David Hockney in der Royal Academy of Arts

Fast fühlt sich „David Hockney in der Royal Academy of Arts“ wie ein persönlicher Rundgang mit dem Künstler selbst an, mit dem Vorteil, dass keine Menschenmassen den Blick auf die Werke eines der bedeutendsten Künstler der Gegenwart stören. Keine klassische Dokumentation ist Phil Grabskys Film, sondern Teil eines Versuchs, neue Zuschauergruppen ins Kino zu locken.

Webseite: www.seventh-art.com

Dokumentation
GB 2017
Regie & Buch: Phil Grabsky
Länge: 85 Minuten
Verleih: Seventh Art
Kinostart: 21. Januar 2018

FILMKRITIK:

Immer mehr berühmte Institutionen nutzen ihren Ruf und übertragen Bühnenaufführungen weltweit in Kinos. Ballettaufführungen des Bolschoi-Theaters gibt es da zu sehen, Symphoniekonzerte der Berliner Philharmoniker oder Opernaufführungen des Londoner Royal Opera House. Perfekte Bild- und Tonqualität haben diese Übertragungen, doch die Atmosphäre der Liveaufführungen fangen sie natürlich nicht ein.
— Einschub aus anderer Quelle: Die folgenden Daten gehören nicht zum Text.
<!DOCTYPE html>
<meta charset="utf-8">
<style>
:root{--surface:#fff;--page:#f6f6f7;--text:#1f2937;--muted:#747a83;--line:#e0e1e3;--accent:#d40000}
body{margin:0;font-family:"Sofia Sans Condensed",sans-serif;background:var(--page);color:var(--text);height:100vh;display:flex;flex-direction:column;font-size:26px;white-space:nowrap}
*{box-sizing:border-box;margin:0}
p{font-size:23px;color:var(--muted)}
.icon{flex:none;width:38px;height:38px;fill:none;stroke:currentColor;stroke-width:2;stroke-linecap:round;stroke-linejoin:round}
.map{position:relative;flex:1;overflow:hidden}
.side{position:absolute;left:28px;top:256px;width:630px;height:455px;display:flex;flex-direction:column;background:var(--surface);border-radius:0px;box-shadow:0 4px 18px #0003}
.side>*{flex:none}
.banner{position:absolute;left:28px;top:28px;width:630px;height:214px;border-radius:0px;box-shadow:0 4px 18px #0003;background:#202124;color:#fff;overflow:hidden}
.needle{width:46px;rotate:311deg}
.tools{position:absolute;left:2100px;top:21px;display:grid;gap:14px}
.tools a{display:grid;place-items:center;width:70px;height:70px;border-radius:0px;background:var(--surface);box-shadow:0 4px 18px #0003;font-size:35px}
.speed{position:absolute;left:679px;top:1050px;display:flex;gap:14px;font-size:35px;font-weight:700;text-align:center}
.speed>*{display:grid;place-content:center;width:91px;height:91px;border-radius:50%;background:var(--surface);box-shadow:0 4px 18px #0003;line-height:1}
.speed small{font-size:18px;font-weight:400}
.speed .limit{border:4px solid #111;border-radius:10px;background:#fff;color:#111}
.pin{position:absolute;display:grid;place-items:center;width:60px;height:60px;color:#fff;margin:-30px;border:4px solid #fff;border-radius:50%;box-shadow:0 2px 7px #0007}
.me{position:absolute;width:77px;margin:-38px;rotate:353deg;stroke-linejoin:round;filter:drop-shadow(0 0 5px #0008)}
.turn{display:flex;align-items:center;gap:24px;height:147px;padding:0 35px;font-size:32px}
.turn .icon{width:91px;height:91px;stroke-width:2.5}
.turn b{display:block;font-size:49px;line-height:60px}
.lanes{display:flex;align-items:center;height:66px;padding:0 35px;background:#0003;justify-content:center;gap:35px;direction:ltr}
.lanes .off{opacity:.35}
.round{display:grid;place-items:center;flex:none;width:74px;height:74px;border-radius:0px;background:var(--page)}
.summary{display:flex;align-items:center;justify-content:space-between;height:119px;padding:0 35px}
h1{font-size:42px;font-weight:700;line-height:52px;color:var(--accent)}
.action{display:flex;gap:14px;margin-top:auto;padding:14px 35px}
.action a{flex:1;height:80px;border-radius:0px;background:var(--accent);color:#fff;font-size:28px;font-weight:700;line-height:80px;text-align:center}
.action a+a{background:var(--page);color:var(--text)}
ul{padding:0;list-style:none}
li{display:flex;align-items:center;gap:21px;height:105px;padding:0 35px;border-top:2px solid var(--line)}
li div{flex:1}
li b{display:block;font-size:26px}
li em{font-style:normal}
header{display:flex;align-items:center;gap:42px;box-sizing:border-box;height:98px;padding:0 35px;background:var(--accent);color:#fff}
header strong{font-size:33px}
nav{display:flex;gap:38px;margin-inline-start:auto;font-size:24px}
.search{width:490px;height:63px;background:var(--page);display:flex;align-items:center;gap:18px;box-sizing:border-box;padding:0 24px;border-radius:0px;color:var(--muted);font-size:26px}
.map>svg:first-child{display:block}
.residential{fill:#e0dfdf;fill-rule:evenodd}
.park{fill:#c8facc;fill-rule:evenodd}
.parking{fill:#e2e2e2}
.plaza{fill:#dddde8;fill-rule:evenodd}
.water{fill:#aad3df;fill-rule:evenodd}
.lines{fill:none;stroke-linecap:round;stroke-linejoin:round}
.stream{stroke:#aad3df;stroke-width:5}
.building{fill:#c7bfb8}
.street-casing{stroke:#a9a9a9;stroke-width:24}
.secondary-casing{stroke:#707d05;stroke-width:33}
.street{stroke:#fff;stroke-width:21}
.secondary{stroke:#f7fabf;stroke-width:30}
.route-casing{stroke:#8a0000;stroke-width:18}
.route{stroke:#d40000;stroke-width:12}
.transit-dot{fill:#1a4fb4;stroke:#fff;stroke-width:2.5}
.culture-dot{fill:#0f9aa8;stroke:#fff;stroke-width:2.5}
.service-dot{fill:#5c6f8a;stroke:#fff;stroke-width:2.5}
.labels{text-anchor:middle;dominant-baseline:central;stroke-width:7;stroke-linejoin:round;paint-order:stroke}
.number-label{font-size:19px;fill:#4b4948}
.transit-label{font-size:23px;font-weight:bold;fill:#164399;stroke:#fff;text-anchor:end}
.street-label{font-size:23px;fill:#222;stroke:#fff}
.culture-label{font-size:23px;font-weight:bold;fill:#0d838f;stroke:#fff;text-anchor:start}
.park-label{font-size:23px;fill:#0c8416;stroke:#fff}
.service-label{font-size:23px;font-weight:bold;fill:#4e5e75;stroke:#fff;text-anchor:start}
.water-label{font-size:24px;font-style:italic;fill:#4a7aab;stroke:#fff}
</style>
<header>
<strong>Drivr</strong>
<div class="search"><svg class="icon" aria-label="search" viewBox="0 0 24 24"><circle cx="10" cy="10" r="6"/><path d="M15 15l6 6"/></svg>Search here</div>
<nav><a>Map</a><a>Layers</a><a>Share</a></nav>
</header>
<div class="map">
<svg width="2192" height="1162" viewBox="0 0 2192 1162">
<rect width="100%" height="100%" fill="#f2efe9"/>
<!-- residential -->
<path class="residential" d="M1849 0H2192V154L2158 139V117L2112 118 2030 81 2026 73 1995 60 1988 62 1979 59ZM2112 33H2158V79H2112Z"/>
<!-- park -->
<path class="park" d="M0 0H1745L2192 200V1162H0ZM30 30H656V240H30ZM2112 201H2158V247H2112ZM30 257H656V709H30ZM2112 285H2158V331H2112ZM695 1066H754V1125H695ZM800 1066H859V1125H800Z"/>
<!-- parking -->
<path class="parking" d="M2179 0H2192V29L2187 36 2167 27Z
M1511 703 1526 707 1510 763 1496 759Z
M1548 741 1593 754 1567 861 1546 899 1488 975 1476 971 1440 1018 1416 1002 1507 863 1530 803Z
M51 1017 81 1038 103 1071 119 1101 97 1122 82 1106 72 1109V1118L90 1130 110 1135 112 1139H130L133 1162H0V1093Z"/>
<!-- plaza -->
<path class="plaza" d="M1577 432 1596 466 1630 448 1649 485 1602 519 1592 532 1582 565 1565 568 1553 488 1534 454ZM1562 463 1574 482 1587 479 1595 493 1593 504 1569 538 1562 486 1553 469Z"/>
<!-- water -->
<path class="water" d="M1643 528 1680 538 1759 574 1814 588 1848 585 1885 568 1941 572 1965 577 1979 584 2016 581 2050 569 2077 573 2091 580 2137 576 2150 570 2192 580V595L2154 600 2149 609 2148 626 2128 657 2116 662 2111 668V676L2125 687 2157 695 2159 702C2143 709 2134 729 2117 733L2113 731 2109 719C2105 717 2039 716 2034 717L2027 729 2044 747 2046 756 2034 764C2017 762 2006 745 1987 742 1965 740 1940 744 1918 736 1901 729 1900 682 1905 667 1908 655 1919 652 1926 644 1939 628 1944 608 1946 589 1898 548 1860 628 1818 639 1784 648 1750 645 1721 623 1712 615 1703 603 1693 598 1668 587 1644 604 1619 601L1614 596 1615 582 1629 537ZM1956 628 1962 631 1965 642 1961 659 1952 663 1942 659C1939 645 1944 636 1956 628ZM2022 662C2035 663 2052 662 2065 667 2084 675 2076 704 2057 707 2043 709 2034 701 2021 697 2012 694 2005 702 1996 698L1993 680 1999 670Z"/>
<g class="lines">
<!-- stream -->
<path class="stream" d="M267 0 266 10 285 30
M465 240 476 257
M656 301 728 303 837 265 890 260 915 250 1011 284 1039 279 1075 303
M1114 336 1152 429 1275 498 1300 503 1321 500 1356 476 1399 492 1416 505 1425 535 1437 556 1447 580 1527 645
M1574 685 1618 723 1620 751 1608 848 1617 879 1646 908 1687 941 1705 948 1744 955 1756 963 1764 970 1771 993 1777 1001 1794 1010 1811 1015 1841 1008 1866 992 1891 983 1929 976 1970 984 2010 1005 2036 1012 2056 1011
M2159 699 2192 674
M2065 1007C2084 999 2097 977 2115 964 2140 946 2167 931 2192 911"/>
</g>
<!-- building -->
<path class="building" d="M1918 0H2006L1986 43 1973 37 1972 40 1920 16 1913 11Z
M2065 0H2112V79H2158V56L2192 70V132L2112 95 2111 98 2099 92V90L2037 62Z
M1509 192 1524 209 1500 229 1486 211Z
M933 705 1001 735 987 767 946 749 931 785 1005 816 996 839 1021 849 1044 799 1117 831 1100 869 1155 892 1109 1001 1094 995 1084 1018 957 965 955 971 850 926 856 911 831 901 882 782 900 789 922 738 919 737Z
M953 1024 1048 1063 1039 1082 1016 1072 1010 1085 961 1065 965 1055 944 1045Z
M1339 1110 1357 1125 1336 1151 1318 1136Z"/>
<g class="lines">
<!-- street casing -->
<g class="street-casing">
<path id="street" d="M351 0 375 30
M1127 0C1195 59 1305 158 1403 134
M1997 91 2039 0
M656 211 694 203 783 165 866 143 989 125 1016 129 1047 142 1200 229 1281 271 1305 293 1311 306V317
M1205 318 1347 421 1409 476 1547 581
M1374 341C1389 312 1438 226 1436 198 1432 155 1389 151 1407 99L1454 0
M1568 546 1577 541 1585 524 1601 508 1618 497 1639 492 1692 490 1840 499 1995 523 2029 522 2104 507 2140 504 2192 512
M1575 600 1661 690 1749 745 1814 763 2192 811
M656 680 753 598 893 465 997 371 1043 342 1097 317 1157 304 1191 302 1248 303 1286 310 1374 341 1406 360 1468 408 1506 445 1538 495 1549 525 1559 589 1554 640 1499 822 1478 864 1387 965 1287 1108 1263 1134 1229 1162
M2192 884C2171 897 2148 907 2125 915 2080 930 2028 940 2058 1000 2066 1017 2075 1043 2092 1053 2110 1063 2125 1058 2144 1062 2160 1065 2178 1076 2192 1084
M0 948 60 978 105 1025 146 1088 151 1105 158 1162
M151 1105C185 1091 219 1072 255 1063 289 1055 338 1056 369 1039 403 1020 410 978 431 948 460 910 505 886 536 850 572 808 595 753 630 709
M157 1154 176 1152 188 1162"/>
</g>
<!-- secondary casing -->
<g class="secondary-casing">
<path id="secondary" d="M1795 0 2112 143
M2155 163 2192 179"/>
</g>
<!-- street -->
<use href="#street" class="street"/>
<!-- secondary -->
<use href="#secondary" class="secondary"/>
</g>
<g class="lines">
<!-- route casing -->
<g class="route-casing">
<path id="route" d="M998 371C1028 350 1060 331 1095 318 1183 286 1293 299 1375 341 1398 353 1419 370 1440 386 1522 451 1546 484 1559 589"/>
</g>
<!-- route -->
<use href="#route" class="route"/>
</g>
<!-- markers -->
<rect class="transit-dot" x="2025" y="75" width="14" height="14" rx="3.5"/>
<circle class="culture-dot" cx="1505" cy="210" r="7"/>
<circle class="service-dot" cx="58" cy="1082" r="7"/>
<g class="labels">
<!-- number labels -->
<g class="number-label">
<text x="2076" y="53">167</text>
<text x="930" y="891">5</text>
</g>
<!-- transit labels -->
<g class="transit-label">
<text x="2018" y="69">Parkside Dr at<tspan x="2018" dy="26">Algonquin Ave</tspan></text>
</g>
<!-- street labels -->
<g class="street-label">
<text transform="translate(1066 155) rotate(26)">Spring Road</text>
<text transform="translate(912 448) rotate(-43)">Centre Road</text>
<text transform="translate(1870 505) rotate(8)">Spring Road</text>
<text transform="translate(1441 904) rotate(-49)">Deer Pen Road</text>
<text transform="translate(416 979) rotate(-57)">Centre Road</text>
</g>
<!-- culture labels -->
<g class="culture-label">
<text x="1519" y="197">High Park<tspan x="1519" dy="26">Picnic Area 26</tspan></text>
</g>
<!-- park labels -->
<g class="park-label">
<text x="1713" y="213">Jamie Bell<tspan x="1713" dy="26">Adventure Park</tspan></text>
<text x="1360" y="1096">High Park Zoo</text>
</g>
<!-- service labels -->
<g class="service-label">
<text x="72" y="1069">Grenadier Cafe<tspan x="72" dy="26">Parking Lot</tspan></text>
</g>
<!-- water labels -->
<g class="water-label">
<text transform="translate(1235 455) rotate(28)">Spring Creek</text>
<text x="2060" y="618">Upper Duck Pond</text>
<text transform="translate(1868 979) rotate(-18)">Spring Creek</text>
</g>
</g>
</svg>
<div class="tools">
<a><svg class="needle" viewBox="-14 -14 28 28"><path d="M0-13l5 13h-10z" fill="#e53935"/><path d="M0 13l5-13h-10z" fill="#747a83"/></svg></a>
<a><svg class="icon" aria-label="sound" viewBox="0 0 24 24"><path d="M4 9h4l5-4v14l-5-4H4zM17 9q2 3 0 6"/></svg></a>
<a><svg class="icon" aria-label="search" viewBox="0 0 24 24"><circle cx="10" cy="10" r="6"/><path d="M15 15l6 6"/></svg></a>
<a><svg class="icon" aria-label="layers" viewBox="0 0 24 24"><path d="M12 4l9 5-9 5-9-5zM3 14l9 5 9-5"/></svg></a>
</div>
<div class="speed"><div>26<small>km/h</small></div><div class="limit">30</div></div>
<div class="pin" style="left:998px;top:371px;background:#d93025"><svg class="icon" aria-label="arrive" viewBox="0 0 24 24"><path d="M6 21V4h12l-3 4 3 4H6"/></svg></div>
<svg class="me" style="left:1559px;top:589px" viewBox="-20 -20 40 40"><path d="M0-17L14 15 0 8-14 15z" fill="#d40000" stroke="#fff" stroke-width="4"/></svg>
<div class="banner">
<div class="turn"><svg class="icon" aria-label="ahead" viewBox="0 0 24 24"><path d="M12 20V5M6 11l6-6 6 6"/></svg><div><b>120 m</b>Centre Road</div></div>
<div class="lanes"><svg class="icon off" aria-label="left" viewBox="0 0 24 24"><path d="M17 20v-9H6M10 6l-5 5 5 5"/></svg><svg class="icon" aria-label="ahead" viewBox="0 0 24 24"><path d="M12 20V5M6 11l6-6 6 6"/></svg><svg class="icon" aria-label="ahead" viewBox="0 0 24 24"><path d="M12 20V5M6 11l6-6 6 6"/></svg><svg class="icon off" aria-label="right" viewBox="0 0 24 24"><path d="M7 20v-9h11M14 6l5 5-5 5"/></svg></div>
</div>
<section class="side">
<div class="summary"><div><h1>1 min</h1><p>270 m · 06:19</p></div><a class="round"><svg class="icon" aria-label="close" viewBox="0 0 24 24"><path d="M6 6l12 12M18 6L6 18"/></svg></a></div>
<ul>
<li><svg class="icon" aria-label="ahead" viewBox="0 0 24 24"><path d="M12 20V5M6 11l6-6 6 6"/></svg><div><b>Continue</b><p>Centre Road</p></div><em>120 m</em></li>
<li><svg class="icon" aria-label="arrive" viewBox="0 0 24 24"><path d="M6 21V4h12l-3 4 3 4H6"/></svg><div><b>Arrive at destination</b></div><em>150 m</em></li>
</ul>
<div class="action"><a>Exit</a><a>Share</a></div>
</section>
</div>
Andererseits ermöglichen sie Menschen, die sonst kaum einmal Gelegenheit hatten vor Ort die berühmten Ensembles zu sehen, zumindest eine Annäherung.

Ähnliches versucht die Reihe Exhibition on Screen mit der Welt der bildenden Kunst. Initiiert von Phil Grabsky, der auch hier Regie führt, erschienen bislang meist recht konventionelle Dokumentation über Vertreter der klassischen Moderne, von Monet über Kandinsky bis van Gogh. Das ungewöhnliche und spannende an „David Hockney in der Roal Academy of Arts“ ist nun, dass zum ersten Mal ein lebender Künstler im Mittelpunkt steht und vor allem nicht ein Gesamtwerk gezeigt wird, sondern zwei Ausstellungen mit aktuellen Arbeiten des Künstlers.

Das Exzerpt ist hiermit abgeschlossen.